TASK DETAILS | Return the lines below that carry the word "scale".

RECORDS TO PROCESS |
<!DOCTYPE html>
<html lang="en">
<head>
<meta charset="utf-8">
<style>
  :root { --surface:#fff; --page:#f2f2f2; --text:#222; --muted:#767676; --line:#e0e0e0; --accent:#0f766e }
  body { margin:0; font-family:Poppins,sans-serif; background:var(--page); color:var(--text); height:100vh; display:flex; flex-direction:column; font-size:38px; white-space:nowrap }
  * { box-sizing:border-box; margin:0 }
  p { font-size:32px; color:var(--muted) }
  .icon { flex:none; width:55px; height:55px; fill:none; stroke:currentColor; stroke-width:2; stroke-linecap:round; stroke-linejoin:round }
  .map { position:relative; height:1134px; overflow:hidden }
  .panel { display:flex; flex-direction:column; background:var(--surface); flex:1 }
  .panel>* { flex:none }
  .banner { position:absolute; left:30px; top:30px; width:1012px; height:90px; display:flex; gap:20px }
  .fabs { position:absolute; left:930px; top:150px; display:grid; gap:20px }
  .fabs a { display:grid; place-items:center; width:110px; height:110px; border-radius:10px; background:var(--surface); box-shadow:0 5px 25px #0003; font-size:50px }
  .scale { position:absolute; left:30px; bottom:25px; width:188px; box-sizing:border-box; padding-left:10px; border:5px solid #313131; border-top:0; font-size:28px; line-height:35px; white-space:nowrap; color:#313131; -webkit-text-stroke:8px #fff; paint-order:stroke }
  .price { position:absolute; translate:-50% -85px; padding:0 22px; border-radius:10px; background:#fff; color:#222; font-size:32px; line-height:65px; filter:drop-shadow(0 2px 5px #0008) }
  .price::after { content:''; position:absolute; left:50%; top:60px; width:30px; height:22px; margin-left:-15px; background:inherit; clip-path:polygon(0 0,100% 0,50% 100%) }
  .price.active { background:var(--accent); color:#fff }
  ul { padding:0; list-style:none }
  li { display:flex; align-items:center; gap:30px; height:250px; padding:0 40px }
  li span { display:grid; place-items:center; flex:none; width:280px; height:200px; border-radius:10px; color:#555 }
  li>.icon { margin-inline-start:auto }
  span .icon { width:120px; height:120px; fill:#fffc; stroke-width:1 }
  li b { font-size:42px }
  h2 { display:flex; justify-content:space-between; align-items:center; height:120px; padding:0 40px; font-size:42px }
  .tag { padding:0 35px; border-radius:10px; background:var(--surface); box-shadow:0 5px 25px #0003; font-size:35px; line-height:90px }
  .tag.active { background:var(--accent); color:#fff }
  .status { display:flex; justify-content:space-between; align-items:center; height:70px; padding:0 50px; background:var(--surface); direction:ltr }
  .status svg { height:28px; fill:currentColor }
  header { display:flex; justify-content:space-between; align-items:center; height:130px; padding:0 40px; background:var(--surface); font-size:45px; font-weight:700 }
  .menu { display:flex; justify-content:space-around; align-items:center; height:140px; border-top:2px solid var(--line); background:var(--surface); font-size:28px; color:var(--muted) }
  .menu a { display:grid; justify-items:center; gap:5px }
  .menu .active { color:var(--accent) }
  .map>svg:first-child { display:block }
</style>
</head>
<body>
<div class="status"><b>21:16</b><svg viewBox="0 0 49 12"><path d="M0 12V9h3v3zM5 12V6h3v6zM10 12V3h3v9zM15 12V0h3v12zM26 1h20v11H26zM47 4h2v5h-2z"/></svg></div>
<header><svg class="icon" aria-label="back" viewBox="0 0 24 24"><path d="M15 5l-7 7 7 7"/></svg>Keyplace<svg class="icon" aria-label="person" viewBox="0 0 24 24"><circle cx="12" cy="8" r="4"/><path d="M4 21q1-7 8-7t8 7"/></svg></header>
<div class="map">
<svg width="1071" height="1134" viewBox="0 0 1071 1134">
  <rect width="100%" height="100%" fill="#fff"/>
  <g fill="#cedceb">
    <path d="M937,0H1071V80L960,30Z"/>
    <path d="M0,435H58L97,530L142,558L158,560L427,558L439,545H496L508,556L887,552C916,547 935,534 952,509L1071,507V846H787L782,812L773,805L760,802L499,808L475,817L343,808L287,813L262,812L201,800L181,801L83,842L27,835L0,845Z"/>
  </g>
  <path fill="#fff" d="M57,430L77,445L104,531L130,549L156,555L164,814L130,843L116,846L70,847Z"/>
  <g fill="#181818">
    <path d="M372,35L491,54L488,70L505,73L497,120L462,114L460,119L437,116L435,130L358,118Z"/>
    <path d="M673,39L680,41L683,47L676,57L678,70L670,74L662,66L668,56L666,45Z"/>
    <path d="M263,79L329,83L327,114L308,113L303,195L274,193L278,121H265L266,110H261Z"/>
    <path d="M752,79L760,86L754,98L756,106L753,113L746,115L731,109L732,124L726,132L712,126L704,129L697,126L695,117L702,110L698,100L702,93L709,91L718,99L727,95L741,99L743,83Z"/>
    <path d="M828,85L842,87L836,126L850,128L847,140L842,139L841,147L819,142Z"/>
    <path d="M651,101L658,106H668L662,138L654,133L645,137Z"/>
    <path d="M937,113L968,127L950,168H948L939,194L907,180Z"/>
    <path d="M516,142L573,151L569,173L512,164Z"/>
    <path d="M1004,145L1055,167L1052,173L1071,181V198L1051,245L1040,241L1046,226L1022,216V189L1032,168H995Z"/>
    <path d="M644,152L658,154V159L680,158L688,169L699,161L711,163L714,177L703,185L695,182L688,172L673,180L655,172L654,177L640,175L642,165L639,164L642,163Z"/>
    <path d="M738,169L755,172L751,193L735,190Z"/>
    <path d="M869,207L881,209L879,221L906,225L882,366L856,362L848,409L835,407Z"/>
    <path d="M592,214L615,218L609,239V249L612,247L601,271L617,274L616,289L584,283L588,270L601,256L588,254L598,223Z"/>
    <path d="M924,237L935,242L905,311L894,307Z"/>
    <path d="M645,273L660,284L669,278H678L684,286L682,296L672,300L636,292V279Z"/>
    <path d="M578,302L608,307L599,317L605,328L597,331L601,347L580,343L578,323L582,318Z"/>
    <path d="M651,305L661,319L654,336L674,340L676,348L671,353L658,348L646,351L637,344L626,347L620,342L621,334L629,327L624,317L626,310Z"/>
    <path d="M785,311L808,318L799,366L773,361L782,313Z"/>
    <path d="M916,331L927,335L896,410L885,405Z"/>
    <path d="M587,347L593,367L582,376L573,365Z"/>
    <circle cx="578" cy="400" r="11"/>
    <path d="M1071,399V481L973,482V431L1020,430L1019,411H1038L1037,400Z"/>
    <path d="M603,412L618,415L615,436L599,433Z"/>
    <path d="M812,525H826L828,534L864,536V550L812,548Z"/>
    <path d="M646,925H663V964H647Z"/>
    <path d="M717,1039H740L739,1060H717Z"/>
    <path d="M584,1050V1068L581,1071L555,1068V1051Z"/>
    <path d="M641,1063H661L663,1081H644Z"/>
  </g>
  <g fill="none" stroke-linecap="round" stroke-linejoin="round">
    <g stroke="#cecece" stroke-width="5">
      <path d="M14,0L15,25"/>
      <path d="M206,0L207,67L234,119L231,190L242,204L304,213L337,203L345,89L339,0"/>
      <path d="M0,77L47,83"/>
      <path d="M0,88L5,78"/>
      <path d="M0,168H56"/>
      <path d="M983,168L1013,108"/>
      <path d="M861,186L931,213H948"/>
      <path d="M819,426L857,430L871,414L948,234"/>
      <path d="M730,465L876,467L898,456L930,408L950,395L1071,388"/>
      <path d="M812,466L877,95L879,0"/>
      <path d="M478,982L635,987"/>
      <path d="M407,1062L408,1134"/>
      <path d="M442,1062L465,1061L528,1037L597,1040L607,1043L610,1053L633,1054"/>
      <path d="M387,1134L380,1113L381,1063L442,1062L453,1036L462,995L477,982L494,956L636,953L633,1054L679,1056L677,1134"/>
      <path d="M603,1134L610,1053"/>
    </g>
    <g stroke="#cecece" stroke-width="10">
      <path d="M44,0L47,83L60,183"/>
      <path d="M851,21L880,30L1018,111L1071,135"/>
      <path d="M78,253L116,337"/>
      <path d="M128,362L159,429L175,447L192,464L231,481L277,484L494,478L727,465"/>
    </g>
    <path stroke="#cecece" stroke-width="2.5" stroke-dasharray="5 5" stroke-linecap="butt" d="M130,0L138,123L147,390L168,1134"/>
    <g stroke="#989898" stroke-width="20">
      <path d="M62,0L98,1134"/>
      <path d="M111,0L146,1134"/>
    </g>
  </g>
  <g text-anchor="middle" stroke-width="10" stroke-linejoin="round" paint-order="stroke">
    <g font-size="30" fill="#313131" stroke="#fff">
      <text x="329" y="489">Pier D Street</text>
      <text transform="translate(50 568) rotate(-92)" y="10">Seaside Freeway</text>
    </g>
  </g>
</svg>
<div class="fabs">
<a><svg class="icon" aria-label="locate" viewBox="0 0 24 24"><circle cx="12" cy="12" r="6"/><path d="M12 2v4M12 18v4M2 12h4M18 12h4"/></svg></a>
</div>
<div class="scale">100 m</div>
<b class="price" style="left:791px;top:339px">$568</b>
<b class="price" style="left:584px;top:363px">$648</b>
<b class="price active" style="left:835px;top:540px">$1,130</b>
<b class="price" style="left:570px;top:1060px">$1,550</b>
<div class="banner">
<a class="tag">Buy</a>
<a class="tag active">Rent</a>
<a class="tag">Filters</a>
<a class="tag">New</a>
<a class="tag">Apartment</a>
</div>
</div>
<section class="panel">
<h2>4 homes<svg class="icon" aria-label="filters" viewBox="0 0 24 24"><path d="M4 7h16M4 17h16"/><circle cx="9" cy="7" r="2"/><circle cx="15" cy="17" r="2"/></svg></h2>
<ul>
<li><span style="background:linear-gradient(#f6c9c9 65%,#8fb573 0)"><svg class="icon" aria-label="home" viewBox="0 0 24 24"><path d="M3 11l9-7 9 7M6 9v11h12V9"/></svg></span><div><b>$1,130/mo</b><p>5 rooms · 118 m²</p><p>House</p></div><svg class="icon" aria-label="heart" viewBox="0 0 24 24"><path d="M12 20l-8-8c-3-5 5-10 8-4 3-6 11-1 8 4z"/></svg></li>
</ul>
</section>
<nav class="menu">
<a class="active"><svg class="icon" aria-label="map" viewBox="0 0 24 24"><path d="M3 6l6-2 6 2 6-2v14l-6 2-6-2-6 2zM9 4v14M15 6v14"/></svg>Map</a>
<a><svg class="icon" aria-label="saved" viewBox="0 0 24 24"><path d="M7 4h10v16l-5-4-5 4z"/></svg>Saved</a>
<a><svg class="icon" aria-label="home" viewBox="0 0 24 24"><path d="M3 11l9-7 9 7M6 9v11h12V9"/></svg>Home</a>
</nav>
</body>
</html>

RESPONSE TO THE EXERCISE |
  .scale { position:absolute; left:30px; bottom:25px; width:188px; box-sizing:border-box; padding-left:10px; border:5px solid #313131; border-top:0; font-size:28px; line-height:35px; white-space:nowrap; color:#313131; -webkit-text-stroke:8px #fff; paint-order:stroke }
<div class="scale">100 m</div>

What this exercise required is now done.